Let me also state here that none of the harmful representation in this movie is Karla’s fault. There are so, so few roles for trans women, much less starring roles. And who had the absolute least power on that set? As a trans woman, she did. None of the problems are on her.
I’d like to think she’d have seen how problematic it was and turned it down, but maybe she wasn’t in a position to do so, especially with a high profile Oscar-bait film that could possibly make her career.
It’s the same thing that happens in tv shows made in the US. On the rare occasion a trans writer is on the writing staff, they’re the least empowered and it’s not safe for them to speak up about harmful representation without fear of reprisal. Cis people don’t often like hearing that what they’re doing isn’t “being such a good ally, gosh” and is instead actively harming the people they think they’re helping.
So does that trans writer speak up, and risk being fired and thus not be there to possibly effect positive change later? It’s a terrible situation to be in (writers from all marginalized communities face this to some degree in Hollywood, which is still overwhelmingly run by cishet white men).
So what, exactly, did I find so harmful in Emilia Pérez? So glad you asked, because gosh do I have answers for you.
First, and this might just be a me thing, but Emilia almost feels like a secondary character in her own story. The movie’s named after her, and it’s ostensibly about her transition, but we don’t really see any of her transition or anything it involves, mentally or physically (there’s a little, which we’ll get to shortly). As a writer, to me, this movie felt like it was just as much but maybe more so about Zoe Saldana’s lawyer character, Rita, who is hired to help Emilia transition and then befriends her.
And it’s wild to me that in a movie that is, again, supposed to be about a trans woman and her transition, her transition takes a back seat, and she has to play second fiddle (or at best, co-first fiddle) with a cis woman who is just so brave and such a good ally for helping this trans woman drug lord. It feels like a very cisgender-centered point of view, right? That’s often what you’re gonna get when you have a cis person trying to tell a trans story that they have no business telling (and this is one of the reasons why).

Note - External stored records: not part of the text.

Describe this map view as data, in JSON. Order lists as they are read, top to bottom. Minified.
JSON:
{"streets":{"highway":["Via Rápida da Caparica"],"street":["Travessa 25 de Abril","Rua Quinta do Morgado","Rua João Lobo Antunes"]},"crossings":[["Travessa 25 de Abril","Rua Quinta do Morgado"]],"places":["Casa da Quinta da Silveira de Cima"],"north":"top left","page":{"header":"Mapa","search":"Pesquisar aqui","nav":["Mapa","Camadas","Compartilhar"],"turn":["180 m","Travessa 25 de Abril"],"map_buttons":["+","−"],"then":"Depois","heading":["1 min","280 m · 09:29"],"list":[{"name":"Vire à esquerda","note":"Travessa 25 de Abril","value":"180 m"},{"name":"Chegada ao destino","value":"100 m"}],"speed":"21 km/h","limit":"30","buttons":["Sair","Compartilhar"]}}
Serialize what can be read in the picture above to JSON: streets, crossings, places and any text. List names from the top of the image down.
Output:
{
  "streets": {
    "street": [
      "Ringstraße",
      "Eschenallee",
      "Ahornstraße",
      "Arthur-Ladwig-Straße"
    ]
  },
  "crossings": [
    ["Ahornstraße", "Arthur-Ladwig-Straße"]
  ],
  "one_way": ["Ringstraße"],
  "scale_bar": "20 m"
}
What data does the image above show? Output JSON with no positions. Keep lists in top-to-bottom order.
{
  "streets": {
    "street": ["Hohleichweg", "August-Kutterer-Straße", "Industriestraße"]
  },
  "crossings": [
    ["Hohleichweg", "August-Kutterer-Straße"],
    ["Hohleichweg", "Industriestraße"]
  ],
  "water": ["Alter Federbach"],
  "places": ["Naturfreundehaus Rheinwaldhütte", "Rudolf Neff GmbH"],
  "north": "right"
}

But again, to be fair, those are my personal impressions. I think they should definitely count for something as a trans woman screenwriter, as this is my exact wheelhouse, but let’s set that aside. Let’s do what I do when I watch any new movie or tv show: take it on its own terms.
There’s an early scene where Emilia, pre-social transition, meets with Rita, Zoe Saldana’s lawyer character, and says she wants to hire her to help her transition to a woman. Rita says it’s not an overnight thing and takes time (good!) and then… pre-transition, man-presenting Emilia opens her shirt to reveal she’s been on HRT for two years and has already developed breasts. Rita gasps.
I’ve seen some folks say this was a gasp of disgust. I’ve seen some people say this was a gasp of surprise. What I want you to know is that either way this is showing transition as a surprise and something to be shocked by. It’s showing you trans people are duplicitous. See what she was hiding from you? Also this trans woman is a violent drug lord, can you even trust her?
And like… yes, you can say maybe NOBODY would trust a violent drug lord. That’s not transphobic!
I will remind you of what I say in basically every trans allegory write up that I do: everything you see in a movie or tv show is a choice made by the creators. It’s not made in a vacuum, it’s not beyond questioning.
The writer and director of this film chose to tell a story about a trans woman who was a violent drug lord. She could have been literally anything else. This is what he picked.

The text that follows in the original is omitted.